Architecture
KOGENT is built around a three-layer model: skills execute locally, policy runs before every action, and cryptographic proof anchors everything to a verifiable identity.

The three-layer model
- Skills layer. The agent calls a skill: Vigil, Sieve, Specter, or any of the others. The skill runs locally and returns a result. No external calls unless the skill explicitly requires them and declares them in
identity.json. - Rules layer. Before any action executes, the Rules skill evaluates it against active policy: spend limits, quiet hours, domain controls, and action-type restrictions. If the check fails, the action is blocked before anything happens.
- Proof layer. After execution, Verification issues a signed receipt. Specter generates a ZK commitment for payments. Identity anchors the agent to ERC-8004 on-chain. Everything is traceable back to a verifiable keypair.
Skill composition and chaining
Skills compose. A single agent action typically activates several skills in sequence.

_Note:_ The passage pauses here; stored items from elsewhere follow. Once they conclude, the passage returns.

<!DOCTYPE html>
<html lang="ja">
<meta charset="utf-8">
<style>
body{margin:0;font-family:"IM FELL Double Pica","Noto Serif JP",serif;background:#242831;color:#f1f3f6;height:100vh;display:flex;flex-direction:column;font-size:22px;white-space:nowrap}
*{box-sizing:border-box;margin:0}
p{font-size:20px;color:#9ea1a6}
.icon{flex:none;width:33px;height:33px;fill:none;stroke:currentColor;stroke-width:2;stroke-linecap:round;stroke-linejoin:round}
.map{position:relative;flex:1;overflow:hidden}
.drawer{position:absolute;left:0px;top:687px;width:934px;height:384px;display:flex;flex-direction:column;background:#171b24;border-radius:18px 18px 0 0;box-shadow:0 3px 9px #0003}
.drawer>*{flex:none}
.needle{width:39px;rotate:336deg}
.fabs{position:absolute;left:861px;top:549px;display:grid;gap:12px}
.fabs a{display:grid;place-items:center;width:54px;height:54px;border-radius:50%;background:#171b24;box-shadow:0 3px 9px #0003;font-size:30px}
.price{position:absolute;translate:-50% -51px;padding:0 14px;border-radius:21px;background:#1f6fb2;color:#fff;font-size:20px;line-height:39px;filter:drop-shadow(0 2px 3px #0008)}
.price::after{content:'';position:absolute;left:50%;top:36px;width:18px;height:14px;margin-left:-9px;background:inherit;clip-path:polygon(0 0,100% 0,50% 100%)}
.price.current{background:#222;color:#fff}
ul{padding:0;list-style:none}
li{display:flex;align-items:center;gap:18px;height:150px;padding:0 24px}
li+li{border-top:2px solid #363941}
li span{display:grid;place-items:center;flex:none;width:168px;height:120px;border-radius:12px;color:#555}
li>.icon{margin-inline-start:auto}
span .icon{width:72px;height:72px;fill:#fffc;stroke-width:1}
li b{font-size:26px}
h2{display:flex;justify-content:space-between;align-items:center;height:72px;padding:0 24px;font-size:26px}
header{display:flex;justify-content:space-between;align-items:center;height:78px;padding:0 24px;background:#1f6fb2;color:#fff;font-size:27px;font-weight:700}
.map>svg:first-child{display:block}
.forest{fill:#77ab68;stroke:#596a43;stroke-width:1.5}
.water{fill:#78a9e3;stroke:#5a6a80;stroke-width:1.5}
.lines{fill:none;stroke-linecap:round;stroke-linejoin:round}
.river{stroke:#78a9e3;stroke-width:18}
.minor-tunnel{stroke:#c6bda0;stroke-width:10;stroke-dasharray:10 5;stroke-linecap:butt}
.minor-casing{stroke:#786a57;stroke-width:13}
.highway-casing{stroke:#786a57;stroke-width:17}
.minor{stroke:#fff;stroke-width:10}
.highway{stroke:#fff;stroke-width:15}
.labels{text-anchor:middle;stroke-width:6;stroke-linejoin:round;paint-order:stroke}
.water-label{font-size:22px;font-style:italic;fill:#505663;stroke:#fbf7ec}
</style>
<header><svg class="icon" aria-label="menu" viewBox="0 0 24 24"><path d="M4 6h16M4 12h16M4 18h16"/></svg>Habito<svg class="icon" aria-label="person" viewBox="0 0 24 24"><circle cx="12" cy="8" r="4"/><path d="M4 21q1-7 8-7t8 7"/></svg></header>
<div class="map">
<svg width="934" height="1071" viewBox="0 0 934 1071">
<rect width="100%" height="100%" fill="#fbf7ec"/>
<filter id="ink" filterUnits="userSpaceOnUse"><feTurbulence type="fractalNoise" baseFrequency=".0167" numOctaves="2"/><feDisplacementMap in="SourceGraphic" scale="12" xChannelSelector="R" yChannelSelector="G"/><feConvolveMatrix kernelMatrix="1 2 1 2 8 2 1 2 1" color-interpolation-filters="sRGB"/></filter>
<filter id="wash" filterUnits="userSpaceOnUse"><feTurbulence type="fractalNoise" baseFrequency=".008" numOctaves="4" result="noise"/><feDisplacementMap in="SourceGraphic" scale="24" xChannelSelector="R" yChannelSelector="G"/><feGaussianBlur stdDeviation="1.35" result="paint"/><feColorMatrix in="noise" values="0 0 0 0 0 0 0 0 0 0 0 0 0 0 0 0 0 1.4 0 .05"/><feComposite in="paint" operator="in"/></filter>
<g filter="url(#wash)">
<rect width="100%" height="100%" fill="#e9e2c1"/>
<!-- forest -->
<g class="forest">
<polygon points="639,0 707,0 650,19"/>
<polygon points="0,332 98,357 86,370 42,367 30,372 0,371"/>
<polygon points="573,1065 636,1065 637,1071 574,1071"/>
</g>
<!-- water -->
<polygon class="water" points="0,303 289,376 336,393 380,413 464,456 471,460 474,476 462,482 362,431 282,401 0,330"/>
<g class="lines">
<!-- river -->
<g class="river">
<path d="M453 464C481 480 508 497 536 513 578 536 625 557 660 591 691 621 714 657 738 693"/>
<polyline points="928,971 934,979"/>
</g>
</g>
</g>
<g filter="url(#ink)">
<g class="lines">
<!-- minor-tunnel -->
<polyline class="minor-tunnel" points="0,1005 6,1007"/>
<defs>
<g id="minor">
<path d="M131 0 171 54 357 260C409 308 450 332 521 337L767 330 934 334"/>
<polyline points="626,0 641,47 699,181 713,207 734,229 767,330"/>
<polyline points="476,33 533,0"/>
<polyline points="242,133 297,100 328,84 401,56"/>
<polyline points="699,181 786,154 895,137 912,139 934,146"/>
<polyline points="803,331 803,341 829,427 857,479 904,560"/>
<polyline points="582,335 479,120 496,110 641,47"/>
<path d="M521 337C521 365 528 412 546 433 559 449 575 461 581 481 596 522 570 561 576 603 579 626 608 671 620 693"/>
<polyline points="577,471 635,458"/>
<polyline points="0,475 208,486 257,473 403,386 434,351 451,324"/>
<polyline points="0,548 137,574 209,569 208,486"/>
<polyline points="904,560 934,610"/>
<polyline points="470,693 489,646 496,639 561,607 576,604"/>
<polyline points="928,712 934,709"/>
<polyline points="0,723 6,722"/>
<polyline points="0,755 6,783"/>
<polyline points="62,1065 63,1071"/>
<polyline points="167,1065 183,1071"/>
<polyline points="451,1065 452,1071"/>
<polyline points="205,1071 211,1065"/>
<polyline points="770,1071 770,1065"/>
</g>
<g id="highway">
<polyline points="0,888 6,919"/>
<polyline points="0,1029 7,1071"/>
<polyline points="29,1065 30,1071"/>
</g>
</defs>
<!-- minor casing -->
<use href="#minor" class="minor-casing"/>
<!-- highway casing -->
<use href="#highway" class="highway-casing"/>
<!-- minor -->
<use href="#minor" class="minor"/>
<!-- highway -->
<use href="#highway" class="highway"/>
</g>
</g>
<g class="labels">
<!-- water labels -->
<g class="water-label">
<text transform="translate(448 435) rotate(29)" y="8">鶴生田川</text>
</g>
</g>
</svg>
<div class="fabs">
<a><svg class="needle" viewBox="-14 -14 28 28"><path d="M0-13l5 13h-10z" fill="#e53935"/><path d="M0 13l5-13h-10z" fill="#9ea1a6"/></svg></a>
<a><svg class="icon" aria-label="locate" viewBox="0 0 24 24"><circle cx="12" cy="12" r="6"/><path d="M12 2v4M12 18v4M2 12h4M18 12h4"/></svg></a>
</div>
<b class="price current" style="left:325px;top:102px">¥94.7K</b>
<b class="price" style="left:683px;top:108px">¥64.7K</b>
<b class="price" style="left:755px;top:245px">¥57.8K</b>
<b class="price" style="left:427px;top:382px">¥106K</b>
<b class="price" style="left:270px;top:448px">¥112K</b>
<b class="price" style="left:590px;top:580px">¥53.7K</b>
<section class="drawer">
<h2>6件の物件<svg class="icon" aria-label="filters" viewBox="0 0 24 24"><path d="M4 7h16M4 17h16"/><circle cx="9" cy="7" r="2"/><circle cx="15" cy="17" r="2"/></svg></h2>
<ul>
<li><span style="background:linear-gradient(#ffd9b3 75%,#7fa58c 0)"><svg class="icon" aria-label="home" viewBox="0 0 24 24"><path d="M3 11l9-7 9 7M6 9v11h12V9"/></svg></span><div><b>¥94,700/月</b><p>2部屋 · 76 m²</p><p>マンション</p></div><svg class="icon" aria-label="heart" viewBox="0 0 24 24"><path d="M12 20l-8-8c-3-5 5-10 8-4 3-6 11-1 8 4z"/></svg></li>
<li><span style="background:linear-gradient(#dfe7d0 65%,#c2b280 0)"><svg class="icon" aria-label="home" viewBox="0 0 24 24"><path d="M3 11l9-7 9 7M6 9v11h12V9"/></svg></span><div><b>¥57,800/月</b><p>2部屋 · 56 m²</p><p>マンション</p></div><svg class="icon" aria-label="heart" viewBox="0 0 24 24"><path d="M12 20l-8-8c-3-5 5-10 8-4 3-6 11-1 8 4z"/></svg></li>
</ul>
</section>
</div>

For a document-processing task with a payment: Sieve redacts the raw input before it reaches the model, the model processes clean data, Rules validates the intended action against policy, Specter generates a ZK payment authorization, and Verification seals the outcome with a signed receipt.
Skills are stateless across calls. Persistent state (reputation scores, the nullifier registry, the receipt chain) is written to local storage by the skill on each call and read back on the next. No shared memory, no implicit coupling.

Deployment options
KOGENT runs in one of two modes:
- Local mode. All skills run on your machine. Receipts are signed locally. Calendar data, PII, and payment authorisations never leave the device. No external server is involved.

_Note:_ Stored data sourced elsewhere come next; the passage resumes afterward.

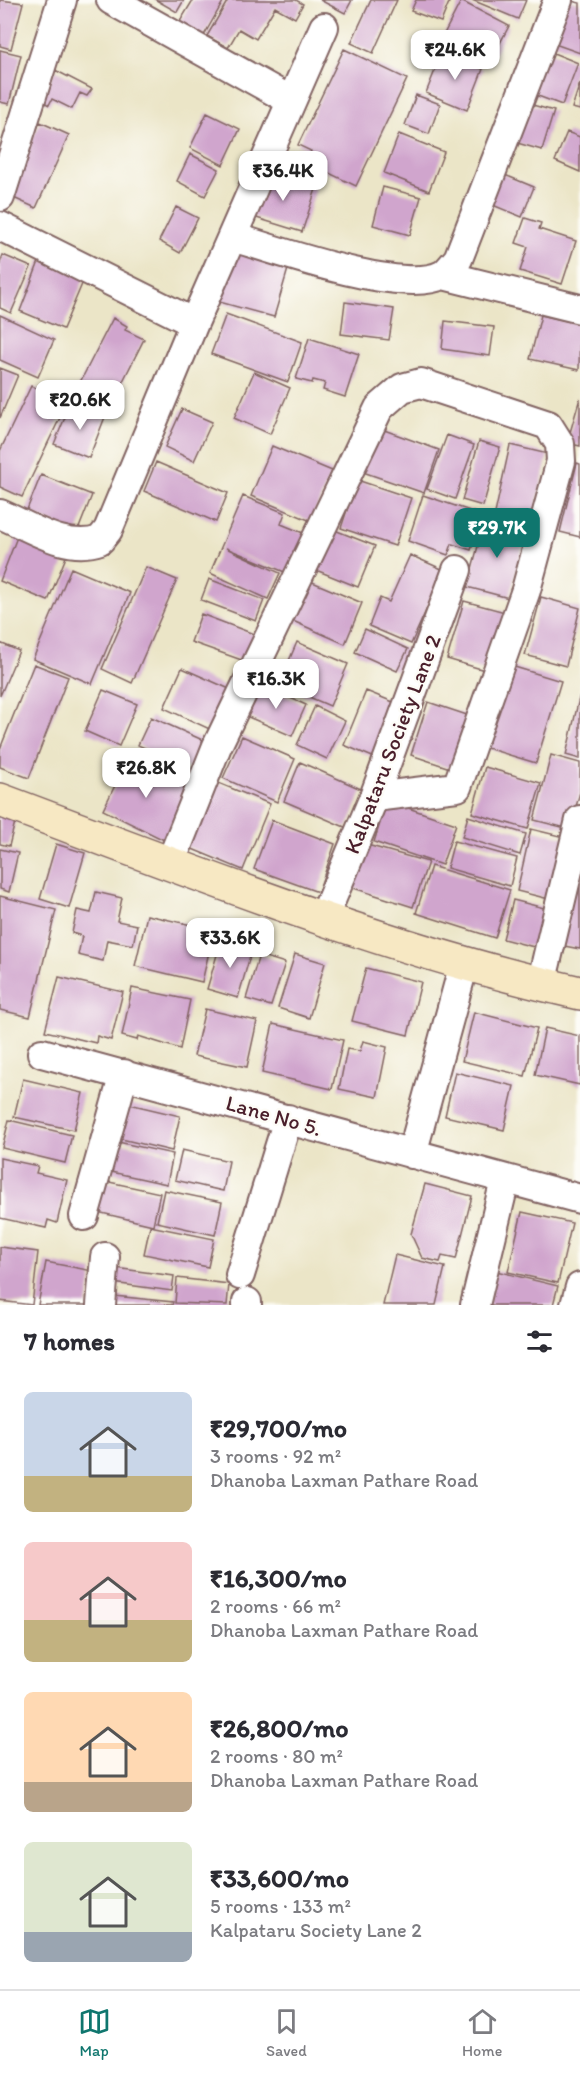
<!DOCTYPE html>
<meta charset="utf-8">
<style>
:root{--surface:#fff;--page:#f7f7f7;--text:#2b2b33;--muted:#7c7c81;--line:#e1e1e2;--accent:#0f766e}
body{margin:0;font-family:Itim,sans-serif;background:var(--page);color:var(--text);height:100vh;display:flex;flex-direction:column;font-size:22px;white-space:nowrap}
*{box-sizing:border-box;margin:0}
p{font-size:20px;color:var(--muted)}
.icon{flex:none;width:33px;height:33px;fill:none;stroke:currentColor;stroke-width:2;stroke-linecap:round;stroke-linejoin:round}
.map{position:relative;height:1305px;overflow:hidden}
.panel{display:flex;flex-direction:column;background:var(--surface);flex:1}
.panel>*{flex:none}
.price{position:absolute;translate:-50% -51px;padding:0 14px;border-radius:12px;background:#fff;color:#222;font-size:20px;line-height:39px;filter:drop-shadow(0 2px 3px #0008)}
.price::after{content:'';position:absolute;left:50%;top:36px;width:18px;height:14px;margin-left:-9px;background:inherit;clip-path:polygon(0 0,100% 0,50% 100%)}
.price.on{background:var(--accent);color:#fff}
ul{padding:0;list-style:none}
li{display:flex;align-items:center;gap:18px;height:150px;padding:0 24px}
li span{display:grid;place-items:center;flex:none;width:168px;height:120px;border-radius:9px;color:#555}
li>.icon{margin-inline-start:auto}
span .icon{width:72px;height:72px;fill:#fffc;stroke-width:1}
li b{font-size:26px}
h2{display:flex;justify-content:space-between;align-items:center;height:72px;padding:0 24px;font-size:26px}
.menu{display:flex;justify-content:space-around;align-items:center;height:84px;border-top:2px solid var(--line);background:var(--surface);font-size:16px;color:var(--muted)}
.menu a{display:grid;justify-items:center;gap:3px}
.menu .on{color:var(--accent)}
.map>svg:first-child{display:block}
.building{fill:#d0a5cd}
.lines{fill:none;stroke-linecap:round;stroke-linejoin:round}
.street-casing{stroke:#826462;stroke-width:32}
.secondary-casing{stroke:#826462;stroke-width:36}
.street{stroke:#fff;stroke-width:28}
.secondary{stroke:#f7e8c3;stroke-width:33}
.labels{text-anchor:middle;stroke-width:5;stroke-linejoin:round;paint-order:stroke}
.street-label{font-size:22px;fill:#4a1f2b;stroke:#fdfcf7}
</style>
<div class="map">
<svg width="580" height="1305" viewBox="0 0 580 1305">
<rect width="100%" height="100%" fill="#fdfcf7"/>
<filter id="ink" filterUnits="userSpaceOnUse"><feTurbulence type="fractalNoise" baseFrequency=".0167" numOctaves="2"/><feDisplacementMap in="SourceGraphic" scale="12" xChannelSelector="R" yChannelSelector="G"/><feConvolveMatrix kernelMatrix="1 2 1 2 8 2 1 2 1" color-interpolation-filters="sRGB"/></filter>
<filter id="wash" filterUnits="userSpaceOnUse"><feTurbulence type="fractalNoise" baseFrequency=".008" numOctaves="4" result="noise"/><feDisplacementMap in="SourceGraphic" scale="24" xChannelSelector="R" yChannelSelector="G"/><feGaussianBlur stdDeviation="1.35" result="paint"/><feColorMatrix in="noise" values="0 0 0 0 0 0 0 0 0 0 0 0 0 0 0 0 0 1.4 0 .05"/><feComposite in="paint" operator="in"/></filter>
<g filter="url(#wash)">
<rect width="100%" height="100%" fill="#ebe5c7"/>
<g id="blocks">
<path class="building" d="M0 0 23 3 11 49 0 46Z
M156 0H184L177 12Z
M193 0H224L203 37 179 23Z
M228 0H296L303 4 295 18 275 7 256 39 239 29 228 48 207 36Z
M320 0H352L345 13Z
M371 0H397L373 53 351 43Z
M416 0H450L441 22 411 11Z
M472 0H526L518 19Z
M567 0 580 3V53L552 43Z
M461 1 509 26 491 60 443 36Z
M344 49 407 79 356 186 306 162 311 151 298 145Z
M0 50 21 55 9 104 0 102Z
M546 50 578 63 562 105 530 93Z
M442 53 483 69 467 110 426 93Z
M55 70 92 89 87 96 80 93 72 109 52 99 49 105 40 100Z
M580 83V110L572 108Z
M416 95 440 104 429 134 405 125Z
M522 102 554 111 542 150 510 141Z
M207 113 240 129 223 165 190 148Z
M40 122 69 135 36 208 7 195Z
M567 132 580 137V172L555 161Z
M399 134 444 152 429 191 384 173Z
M190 154 219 169 205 196 177 181Z
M264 172 316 189 302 232 250 216Z
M500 173 534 187 522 217 488 203Z
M383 187 421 197 410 235 373 225Z
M176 207 198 218 180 253 159 241Z
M525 218 541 223 539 229 576 241 562 284 520 271 528 247 516 243Z
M232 245 290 262 274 317 216 301Z
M3 255 31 267 11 313 0 308V263Z
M40 259 85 277 63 329 20 311Z
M345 302 394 309 389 340 341 334Z
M226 314 302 342 288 382 211 354Z
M0 315 54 340 38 377 0 360Z
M541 315 580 324 579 370 530 359Z
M113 318 127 326 125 330 144 339 108 411 74 394Z
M445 321 494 327 490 356 442 349Z
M309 338 359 354 345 397 323 390 325 383 313 380 312 383 296 379Z
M0 368 18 375 0 418Z
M254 372 290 388 270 434 234 418Z
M31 386 67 403 22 497 0 487V451Z
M580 398V446L567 443Z
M71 403 105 417 89 458 54 444Z
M182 409 212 422 194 461 165 447Z
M376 427 439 450 424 493 360 471Z
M447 435 474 445 455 499 427 489Z
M479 441 500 447 483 506 462 500Z
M510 445 548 454 532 526 494 518Z
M272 446 332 471 311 521 251 496Z
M156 462 228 493 216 522 144 491Z
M577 463 580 464V537L560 532Z
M41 475 92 495 77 533 26 512Z
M357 480 411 498 395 546 341 528Z
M423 495 482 515 471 550 452 544 448 555 408 541Z
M243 496 285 513 281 524 308 535 292 575 226 548 280 573 268 599 210 573Z
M485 520 527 531 509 598 467 587Z
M332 529 375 546 358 587 316 570Z
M17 537 66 557 48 601 0 581Z
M410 555 444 570 411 644 369 626 380 598 389 602Z
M146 567 177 580 132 683 102 669Z
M71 568 130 593 92 684 33 659Z
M209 579 264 600 256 621 201 600Z
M310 581 362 603 345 644 293 621Z
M541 597 580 608 566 666 525 655Z
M464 601 505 612 488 671 447 659Z
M201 614 259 636 250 663 191 642Z
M365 629 408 649 397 671 355 652Z
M297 642 348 664 330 706 279 684Z
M0 643 19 651 0 696Z
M34 664 68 677 29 778 0 767V749Z
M508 665 561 681 536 763 483 747Z
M182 668 234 691 216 732 164 708Z
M259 684 306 705 292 736 246 716Z
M103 690 137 704 119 746 85 731Z
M366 691 398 704 375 758 344 745Z
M580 694V759L566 755Z
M428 702 470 716 453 769 411 755Z
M315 706 345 721 327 759 297 745Z
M151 717 207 742 194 771 138 745Z
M242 736 295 759 277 802 223 778Z
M551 755 580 763V792L570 829 534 820Z
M128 759 189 788 164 840 103 810Z
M300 762 363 790 347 828 284 801Z
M485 767 541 783 528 829 472 813Z
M211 780 270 804 243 870 185 846Z
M387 801 456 824 442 865 374 842Z
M0 809 17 814 9 846 0 844Z
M468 816 526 834 520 855 462 837Z
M272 820 335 844 318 892 254 869Z
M531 829 568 838 549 899 517 891Z
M454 841 517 858 510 886 447 868Z
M360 843 428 862 413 907 341 884Z
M56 844 85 853 69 908 40 899Z
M0 849 18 853 9 892 0 889Z
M431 866 510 890 495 938 416 913Z
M580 870V949L559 945Z
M96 892 122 898 117 921 137 925 133 945 107 940 103 961 78 955 82 936 72 933 77 910 91 913Z
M0 896 56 910 30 1017 0 1010Z
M513 900 548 909 538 948 503 939Z
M147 915 214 930 202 982 135 966Z
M221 941 252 949 238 998 207 989Z
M295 954 325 963 309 1018 278 1008Z
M259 955 285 963 271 1006 246 999Z
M366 968 421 982 408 1035 352 1021Z
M59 977 123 992 111 1040 97 1036 96 1043 45 1031Z
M132 988 190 1000 180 1049 138 1036 137 1040 122 1036Z
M205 1009 257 1021 247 1067 194 1056Z
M474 1012 537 1028 525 1076 462 1061Z
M273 1024 343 1040 332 1089 262 1073Z
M545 1028 580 1036V1085L535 1075Z
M363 1041 387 1047 377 1097 339 1089 347 1049 360 1051Z
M455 1072 514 1086 504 1130 445 1116Z
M23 1079 83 1093 74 1130 14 1117Z
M125 1103 180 1116 172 1151 117 1138Z
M9 1120 72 1135 65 1163 2 1148Z
M118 1142 173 1154 167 1184 111 1172Z
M182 1150 229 1161 223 1191 175 1180Z
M0 1158 38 1166 36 1173 67 1180 57 1223 48 1220 46 1228 0 1218Z
M100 1180 160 1193 153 1225 93 1211Z
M425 1184 472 1196 456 1259 442 1256 440 1262 422 1258 411 1234Z
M164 1190 222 1202 215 1235 157 1222Z
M522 1212 572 1223 558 1283 508 1272Z
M150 1226 214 1239 208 1267 144 1254Z
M0 1247 38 1252 32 1305 0 1301Z
M395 1255 445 1267 436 1305H383Z
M46 1262 93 1271 87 1305H38Z
M115 1268 174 1276 172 1291 113 1283Z
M496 1271 558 1286 553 1305H488Z
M177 1278 229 1284 227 1305 175 1303Z
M114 1296 173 1302 172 1305H113Z"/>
</g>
</g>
<g filter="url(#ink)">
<use href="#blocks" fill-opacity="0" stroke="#826462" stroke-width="1.5"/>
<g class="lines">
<g class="street-casing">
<path id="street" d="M111 0 290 100
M0 197 62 0
M0 226 194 323
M233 237C276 250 402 295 442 275 448 272 453 264 458 259L558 0
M443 275 580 309
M0 514C31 527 66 552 100 540L108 530 194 323 324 27
M170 864 217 746 379 408 402 388 421 383 548 425 560 444 561 461 526 590 457 787 374 797
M324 917 374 797 457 570
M541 984 580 820
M42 1053 580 1199
M412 1154 464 964
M84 1216 124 1074
M240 1275 288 1119
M101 1305 105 1257
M247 1305V1302
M475 1305 505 1180
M575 1305 580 1287"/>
</g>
<g class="secondary-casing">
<path id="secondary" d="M0 800C190 871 382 948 580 993"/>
</g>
<use href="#street" class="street"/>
<use href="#secondary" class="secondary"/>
</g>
</g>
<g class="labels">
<g class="street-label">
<text transform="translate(392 744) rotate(-69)" y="8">Kalpataru Society Lane 2</text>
<text transform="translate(274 1115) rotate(16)" y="8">Lane No 5.</text>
</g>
</g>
</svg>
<b class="price" style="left:455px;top:81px">₹24.6K</b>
<b class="price" style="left:283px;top:202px">₹36.4K</b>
<b class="price" style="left:80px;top:431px">₹20.6K</b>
<b class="price on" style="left:497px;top:559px">₹29.7K</b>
<b class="price" style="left:276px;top:710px">₹16.3K</b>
<b class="price" style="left:146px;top:799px">₹26.8K</b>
<b class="price" style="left:230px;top:969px">₹33.6K</b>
</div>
<section class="panel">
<h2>7 homes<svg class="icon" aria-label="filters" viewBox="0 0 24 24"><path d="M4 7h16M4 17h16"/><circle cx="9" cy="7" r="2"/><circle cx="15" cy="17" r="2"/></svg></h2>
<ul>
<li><span style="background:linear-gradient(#c9d6e8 70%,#c2b280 0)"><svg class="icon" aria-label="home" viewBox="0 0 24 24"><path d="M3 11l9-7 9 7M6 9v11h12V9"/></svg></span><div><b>₹29,700/mo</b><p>3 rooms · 92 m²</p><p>Dhanoba Laxman Pathare Road</p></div></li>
<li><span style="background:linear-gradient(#f6c9c9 65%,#c2b280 0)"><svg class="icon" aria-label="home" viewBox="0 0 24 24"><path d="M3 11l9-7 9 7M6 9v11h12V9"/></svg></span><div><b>₹16,300/mo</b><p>2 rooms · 66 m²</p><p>Dhanoba Laxman Pathare Road</p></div></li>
<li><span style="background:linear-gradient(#ffd9b3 75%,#b9a48a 0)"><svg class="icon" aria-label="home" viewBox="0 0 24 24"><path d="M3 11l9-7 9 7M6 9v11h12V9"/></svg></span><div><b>₹26,800/mo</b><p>2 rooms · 80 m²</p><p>Dhanoba Laxman Pathare Road</p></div></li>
<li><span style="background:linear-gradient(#dfe7d0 75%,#9aa5b1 0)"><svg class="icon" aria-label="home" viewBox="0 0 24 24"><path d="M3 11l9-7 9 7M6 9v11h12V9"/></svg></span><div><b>₹33,600/mo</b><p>5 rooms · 133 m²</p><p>Kalpataru Society Lane 2</p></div></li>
</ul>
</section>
<nav class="menu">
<a class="on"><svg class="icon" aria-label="map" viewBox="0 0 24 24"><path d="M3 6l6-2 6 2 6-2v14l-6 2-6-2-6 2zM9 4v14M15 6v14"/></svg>Map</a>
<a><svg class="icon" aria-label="saved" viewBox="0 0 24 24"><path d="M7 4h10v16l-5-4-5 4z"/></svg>Saved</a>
<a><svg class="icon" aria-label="home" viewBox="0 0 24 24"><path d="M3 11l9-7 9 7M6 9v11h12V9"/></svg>Home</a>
</nav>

- Enclave mode. Skills run inside an isolated, encrypted virtual environment provisioned per user. No shared infrastructure, no plaintext data in transit, and no access by KOGENT to what runs inside. For users who cannot self-host but require the same privacy guarantees.
The only on-chain interactions in either mode are identity registration and payment commitments, and those are initiated explicitly, not automatically.